La notizia giunta dalla Bosnia Erzegovina nel fine
settimana merita una segnalazione: l’ex reis-ul-ulema
e attuale presidente del Congresso mondiale dei bosniaci, Mustafa Cerić, si è
formalmente candidato a conquistare il seggio dedicato ai bosniaci musulmani nella
complicata e immobile presidenza tripartita bosniaco-erzegovese voluta dagli
accordi-Frankenstein di Dayton. Per ottenere questo scopo, Cerić, classe 1952,
dovrà confrontarsi quasi certamente, tra gli altri, col presidente musulmano bosniaco
uscente, il deludente, scialbo e discusso Bakir Izetbegović, nazionalista della
Sda e figlio del cosiddetto padre della patria Alija, e con l’interessante Emir
Suljagić, esponente del Fronte democratico, partito di recentissima formazione,
e soprattutto fondatore e coordinatore della coalizione “Primo marzo”, in cui
sono confluite 44 organizzazioni civili il cui scopo è adoperarsi per la parità
dei diritti civili in tutta la Bosnia.
Cerić ha annunciato la sua decisione durante una
conferenza stampa organizzata nella nuovissima e bellissima biblioteca della
moschea dedicata a Gazi Husrev Bej, uno dei padri fondatori di Sarajevo.

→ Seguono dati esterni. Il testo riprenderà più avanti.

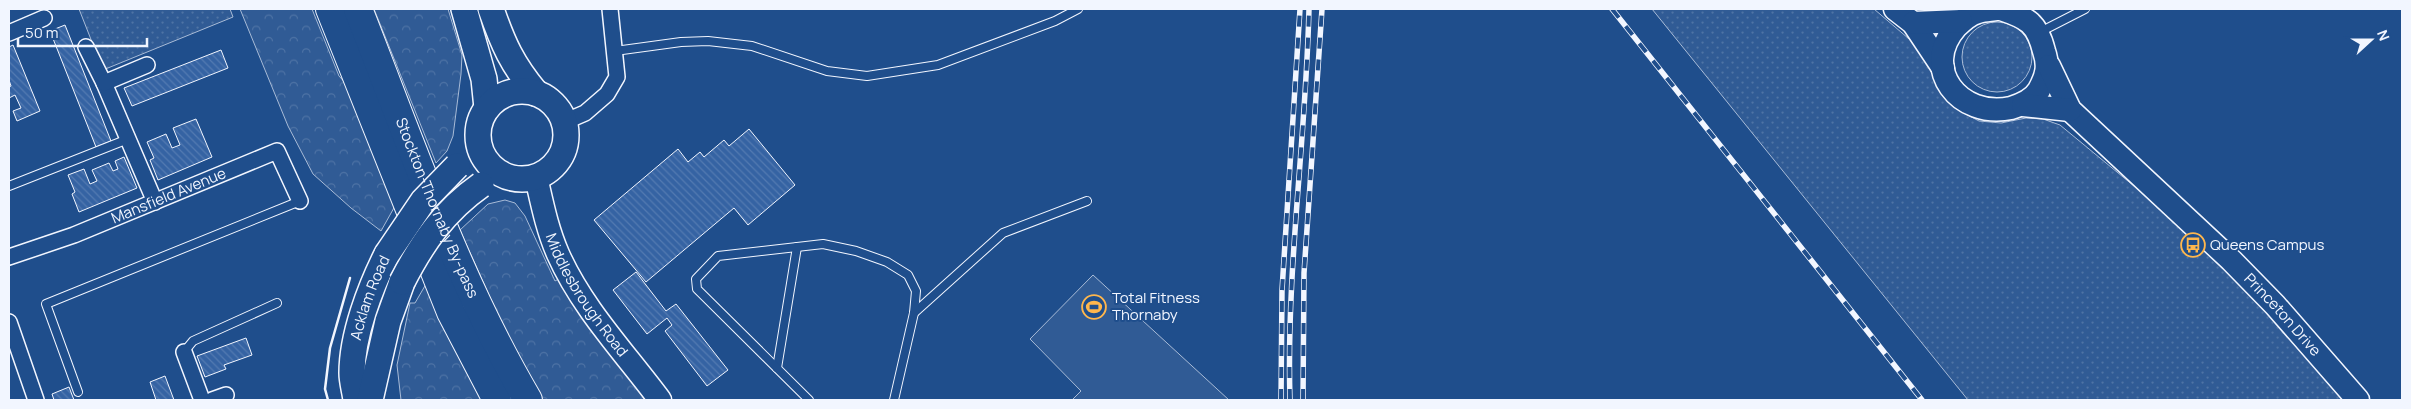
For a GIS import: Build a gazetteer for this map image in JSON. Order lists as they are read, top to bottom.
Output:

Per l’occasione,
l’appesantito ulema ha abbandonato il
tradizionale camice nero per passare a un completo occidentale con tanto di
cravatta, in linea con la sua nuova ambizione politica.
Cerić è universalmente considerato come uno dei
cinquanta leader religiosi musulmani
più influenti – per non dire potenti – al mondo. Negli anni, nonostante nell’universo
islamico sia considerato un moderato, si è segnalato per le sue posizioni di
chiusura verso le altre componenti religiose del complesso panteon bosniaco, e da leader
religioso non ha mai rinunciato a condizionare le scelte degli esponenti
politici della Sda.
Le reazioni alla sua candidatura sono state
contrastanti anche tra i potenziali elettori musulmani. C’è chi pensa, infatti,
che un esponente religioso del suo spessore dovrebbe tenersi lontano dalla
politica. Anche perché l’elezione di una figura smaccatamente religiosa come Cerić
nella presidenza tripartita potrebbe avere effetti piuttosto deleteri nei
rapporti con le altre due componenti religiose maggioritarie, quella ortodossa
e quella cattolica.
In tutto questo, rimangono molti dubbi sulla
lungimiranza di una mossa del genere, che potrebbe portare la Bosnia Erzegovina
sull’orlo di una non più sanabile spaccatura e quel che rimarrebbe del Paese,
ovvero la Federazione di Bosnia Erzegovina, sull’orlo di una anacronistica e
impresentabile repubblica confessionale.
Le elezioni sono state fissate per il 12 ottobre 2014.
Vedremo quali altre discutibili sorprese ci riserverà lo strano zoo della
politica bosniaca. Zoo che, senza ombra di dubbio, dimostra la grande e
drammatica attualità del mio nuovo libro, “I
bastardi di Sarajevo”, in uscita in contemporanea con le elezioni
presidenziali e politiche bosniache.
Da osservatori ci sarà di che divertirsi. Fossi un
cittadino bosniaco-erzegovese, sarei invece parecchio preoccupato, perché mai,
dalle tragiche alluvioni dello scorso maggio a oggi, forse il Paese, e in
particolare la sua politica, era sceso purtroppo così in basso.